1. Don’t panic. “This is the most important rule,” says Charalambous. “When you panic, you don’t think straight and are more vulnerable. Challenge them, but initially in a polite way – they may be genuine, in which case they should happily accept however you want to check them out.”
2. Verify their ID. Ask them details only a genuine contact would know – such as your service contract arrangements or when a rep last visited you. “This can also be done with simple two-factor authentication,” says Charalambous. “It could be a ‘magic word’ that your genuine contact always uses, or you could agree they always automatically text you just before they call. And introducing two-factor authentication on computer security means that even if the crooks get a password, they still can’t get in.”
3. Check the call – from a different number. Call a known contact at the organisation or use a number obtained from a trusted source. “Always do it from a different phone line,” says Charalambous. “You need to be sure they won’t intercept the call.”
4. Do not divulge. Never give out any passwords, bank details or other sensitive information. Also, avoid disclosing personal information about yourself – this helps them strike up a rapport.
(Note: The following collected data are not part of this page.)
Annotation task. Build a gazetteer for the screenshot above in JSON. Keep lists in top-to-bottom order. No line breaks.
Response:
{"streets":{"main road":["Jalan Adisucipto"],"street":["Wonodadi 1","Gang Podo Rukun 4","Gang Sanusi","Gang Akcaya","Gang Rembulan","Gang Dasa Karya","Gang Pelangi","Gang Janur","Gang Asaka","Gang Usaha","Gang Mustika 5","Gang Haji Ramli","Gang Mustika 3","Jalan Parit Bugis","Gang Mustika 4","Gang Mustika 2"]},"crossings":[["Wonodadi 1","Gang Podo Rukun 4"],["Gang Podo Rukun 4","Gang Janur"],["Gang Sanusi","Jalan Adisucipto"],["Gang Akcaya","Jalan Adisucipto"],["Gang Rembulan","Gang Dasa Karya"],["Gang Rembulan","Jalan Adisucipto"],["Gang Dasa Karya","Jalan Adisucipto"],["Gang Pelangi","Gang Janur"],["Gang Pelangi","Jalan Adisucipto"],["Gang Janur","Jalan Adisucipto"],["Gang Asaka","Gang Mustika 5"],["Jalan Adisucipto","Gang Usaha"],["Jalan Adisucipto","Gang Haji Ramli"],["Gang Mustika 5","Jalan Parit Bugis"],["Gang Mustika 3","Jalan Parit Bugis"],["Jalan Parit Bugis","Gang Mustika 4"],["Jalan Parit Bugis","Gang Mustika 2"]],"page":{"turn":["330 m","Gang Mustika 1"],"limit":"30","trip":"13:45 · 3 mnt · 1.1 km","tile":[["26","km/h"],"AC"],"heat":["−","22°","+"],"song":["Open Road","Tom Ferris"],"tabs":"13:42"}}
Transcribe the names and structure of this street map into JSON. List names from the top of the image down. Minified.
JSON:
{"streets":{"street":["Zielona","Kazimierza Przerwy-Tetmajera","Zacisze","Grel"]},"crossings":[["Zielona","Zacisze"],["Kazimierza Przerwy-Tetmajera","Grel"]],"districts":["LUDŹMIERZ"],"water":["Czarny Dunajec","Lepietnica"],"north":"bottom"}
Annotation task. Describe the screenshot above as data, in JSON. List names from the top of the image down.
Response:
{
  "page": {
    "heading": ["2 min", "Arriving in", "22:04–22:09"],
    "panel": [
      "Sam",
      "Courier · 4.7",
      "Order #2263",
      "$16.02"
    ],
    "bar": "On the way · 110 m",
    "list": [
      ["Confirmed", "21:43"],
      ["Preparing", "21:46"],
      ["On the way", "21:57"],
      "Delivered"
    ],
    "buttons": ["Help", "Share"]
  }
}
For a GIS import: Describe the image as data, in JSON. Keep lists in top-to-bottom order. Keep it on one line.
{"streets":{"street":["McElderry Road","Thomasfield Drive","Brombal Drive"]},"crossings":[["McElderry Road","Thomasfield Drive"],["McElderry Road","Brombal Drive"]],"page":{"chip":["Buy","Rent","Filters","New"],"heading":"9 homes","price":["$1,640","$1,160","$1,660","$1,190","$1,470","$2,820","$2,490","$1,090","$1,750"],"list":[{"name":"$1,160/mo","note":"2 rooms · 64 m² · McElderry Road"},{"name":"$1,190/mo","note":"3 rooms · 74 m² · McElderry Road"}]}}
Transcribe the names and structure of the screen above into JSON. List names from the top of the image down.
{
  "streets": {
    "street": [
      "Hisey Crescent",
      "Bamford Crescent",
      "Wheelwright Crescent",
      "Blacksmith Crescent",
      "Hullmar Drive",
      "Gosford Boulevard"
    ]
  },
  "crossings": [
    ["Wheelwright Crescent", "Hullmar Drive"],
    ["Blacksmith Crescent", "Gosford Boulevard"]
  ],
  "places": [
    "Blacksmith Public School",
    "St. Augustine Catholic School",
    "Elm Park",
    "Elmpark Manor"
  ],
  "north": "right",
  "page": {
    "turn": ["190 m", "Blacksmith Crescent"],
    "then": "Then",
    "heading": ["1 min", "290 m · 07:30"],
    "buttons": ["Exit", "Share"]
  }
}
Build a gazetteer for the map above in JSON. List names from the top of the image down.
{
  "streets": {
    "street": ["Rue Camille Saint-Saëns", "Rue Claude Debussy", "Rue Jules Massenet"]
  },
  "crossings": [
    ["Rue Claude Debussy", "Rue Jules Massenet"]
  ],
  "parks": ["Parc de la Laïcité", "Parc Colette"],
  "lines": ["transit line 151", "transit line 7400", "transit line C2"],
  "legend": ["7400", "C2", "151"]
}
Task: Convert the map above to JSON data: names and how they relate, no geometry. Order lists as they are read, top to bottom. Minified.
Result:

5. Hang up. The longer they keep you on the line, the greater their chances of defrauding you. After the call, if you suspect they have tried to impersonate one of your contacts, let that contact know and report the call at to Action Fraud.
6. Teach your team. Have a written anti-vishing policy, advises Charalambous. “As well as regularly reminding your team of the tell-tale signs, a written document will remind them how to react. Vishers are so sophisticated that with personal profiling and looking at social media accounts, they can even determine which individuals in which firms are most vulnerable, and target them specifically. But if you’re vigilant, and listen to your instincts, you can defeat them.”